Task description → Work through the data and report how many lines include the string "auto", giving the number alone.

Provided information →

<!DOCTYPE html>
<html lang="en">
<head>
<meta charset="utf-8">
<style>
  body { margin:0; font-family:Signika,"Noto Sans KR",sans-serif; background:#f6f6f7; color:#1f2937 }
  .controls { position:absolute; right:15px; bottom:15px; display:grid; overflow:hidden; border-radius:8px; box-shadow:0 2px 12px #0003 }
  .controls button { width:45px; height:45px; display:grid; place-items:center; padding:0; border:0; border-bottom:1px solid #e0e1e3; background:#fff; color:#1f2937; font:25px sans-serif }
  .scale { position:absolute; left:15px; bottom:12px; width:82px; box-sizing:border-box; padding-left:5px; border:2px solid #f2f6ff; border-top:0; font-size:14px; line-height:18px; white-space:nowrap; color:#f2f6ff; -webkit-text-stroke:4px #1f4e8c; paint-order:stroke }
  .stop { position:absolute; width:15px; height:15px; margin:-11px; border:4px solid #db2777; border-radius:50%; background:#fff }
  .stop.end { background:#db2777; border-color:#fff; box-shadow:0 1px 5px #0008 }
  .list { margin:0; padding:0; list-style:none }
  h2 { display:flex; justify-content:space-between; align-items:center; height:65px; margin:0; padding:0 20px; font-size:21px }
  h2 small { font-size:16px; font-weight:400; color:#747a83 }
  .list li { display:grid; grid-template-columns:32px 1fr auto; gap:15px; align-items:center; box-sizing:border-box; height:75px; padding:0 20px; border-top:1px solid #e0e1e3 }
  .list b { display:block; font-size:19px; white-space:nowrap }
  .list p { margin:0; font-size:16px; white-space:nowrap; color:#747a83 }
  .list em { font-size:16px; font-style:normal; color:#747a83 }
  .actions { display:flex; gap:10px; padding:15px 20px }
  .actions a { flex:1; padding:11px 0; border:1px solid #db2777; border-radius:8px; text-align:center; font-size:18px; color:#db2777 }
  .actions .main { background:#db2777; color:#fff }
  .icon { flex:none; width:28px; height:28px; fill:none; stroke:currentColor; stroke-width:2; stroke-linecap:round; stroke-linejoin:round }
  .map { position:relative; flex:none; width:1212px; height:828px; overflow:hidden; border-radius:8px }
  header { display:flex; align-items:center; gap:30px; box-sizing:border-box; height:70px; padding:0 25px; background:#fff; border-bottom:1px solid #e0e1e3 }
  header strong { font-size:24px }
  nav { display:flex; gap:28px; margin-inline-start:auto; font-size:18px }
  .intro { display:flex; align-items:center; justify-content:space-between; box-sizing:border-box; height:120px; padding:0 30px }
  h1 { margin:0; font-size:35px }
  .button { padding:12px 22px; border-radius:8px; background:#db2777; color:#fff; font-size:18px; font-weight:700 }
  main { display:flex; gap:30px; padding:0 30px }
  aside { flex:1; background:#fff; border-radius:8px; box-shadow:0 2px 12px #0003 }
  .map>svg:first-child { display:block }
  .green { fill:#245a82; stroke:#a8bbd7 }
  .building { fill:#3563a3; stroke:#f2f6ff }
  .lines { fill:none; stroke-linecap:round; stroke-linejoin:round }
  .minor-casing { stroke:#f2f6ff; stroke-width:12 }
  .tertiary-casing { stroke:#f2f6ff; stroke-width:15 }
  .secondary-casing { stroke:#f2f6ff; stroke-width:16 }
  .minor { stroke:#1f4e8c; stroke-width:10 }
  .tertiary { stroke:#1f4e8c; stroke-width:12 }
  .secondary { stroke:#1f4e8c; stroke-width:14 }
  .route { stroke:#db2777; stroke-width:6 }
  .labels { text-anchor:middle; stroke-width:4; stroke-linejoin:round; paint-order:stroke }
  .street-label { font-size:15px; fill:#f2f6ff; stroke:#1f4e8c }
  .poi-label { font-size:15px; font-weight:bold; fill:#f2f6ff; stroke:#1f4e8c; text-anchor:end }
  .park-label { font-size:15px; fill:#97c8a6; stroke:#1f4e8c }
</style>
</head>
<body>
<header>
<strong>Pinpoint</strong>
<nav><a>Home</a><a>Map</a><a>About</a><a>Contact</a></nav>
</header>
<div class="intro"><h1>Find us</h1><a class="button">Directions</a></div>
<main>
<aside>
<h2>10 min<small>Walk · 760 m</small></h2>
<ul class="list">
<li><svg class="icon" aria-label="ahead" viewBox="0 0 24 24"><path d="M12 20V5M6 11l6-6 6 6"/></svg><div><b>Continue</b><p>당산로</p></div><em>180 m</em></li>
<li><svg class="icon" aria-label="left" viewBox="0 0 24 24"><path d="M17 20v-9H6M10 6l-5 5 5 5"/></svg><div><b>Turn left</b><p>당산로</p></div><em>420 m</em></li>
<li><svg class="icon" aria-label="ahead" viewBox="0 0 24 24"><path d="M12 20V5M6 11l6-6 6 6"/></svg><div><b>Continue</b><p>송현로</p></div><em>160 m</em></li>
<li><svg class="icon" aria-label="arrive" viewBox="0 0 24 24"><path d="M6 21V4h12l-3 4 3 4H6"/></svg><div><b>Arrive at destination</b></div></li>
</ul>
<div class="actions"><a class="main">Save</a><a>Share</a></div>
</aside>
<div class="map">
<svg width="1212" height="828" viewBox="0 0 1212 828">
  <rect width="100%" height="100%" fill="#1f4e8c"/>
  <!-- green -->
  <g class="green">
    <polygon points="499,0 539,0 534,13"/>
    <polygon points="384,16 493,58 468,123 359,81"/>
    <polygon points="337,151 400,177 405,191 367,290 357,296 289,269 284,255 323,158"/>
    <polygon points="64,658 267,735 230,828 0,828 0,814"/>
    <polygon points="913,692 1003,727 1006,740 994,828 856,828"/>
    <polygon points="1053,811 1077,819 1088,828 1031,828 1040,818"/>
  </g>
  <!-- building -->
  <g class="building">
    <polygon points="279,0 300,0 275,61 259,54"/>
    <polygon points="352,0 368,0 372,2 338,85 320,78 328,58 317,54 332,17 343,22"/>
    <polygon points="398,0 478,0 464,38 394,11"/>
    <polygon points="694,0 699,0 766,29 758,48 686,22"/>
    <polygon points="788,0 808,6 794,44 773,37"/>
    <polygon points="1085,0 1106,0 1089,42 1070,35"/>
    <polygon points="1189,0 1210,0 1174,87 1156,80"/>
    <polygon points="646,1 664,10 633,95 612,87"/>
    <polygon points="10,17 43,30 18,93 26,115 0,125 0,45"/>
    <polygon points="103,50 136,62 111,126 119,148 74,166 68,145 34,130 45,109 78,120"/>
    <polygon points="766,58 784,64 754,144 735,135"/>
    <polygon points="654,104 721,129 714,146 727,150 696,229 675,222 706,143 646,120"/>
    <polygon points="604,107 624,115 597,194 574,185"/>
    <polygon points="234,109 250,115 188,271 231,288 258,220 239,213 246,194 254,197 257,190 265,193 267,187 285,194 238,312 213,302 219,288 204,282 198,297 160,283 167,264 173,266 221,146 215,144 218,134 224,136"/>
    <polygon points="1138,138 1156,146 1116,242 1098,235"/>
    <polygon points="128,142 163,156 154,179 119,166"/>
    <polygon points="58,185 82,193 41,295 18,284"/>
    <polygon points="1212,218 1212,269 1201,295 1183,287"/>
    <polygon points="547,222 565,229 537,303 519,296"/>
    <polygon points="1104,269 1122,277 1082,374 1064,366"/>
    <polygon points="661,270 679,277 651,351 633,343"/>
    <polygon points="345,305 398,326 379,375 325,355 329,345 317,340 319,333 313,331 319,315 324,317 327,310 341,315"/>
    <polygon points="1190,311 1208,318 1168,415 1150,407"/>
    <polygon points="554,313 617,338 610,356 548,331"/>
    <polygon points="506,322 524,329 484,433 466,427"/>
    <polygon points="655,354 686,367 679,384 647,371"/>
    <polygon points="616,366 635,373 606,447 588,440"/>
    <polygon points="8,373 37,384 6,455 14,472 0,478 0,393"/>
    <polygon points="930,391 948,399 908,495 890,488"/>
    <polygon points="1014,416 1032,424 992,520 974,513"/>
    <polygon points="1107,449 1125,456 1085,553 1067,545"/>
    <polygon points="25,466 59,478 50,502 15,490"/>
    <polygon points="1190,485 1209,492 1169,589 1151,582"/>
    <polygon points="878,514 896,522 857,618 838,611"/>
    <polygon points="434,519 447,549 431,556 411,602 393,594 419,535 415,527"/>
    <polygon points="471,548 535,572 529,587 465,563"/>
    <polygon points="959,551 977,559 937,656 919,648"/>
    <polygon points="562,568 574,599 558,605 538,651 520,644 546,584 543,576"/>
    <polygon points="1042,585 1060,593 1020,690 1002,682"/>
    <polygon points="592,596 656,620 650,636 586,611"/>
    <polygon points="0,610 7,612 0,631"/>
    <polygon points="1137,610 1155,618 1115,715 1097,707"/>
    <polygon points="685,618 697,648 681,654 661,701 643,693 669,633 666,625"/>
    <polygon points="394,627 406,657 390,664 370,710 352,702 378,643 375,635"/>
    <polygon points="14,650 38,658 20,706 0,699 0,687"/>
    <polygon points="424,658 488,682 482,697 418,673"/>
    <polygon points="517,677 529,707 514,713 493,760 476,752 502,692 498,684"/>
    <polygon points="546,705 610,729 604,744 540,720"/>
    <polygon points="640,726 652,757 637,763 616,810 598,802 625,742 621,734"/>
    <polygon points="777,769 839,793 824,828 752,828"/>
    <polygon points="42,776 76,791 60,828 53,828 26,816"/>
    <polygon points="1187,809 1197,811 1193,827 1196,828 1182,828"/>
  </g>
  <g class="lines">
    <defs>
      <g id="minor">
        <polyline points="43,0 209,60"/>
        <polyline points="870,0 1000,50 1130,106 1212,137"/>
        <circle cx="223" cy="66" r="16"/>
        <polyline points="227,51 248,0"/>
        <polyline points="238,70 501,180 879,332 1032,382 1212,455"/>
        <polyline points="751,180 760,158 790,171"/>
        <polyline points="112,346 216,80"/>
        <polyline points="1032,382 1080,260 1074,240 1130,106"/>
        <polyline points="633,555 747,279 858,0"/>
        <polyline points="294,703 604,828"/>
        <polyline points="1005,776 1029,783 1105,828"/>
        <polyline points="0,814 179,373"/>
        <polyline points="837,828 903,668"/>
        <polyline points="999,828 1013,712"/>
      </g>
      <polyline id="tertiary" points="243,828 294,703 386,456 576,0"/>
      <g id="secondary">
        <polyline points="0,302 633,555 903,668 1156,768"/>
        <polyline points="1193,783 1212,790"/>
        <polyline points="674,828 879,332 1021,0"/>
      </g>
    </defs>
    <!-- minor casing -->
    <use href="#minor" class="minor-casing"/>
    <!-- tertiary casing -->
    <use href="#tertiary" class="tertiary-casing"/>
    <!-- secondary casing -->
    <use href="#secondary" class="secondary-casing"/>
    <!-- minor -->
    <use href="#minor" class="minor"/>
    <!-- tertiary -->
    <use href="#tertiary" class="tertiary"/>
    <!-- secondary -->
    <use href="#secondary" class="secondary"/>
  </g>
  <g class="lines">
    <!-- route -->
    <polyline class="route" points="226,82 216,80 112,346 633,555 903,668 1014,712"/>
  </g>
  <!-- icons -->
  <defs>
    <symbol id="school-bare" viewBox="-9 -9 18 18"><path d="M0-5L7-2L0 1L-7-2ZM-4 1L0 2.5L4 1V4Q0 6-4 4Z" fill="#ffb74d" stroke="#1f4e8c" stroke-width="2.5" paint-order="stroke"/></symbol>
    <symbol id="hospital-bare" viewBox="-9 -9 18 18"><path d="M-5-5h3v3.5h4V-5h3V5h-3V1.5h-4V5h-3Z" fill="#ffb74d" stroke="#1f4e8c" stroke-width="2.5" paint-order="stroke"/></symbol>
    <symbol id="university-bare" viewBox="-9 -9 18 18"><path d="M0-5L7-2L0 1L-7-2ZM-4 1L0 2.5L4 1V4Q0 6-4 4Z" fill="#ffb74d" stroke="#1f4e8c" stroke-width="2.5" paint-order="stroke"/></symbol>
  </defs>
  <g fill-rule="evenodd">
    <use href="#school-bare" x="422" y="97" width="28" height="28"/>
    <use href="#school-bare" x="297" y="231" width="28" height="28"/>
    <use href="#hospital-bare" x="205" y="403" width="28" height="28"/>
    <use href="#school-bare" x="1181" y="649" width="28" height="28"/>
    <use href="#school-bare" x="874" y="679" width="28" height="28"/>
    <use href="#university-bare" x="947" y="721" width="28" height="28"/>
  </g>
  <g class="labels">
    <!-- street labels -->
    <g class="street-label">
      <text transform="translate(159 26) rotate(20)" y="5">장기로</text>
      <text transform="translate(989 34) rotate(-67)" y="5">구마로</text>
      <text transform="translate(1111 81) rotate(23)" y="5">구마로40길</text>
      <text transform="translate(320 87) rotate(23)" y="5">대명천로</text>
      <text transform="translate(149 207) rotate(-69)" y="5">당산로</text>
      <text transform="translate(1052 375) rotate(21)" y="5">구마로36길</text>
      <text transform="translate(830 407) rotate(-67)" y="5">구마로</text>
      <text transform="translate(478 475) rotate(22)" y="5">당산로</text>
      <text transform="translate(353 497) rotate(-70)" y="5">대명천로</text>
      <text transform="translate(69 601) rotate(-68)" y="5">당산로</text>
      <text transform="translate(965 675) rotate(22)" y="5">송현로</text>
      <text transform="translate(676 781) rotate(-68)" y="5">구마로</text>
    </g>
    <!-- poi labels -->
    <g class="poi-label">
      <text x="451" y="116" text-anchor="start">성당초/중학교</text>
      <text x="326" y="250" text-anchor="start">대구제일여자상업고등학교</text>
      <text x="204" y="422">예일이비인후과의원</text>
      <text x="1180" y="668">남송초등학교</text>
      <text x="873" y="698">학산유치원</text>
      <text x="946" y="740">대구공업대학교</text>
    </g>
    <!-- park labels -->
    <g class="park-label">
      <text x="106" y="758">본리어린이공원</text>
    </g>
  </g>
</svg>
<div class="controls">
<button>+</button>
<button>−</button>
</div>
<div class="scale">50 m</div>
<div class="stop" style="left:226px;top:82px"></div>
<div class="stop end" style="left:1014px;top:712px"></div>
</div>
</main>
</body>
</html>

Response to the task → 2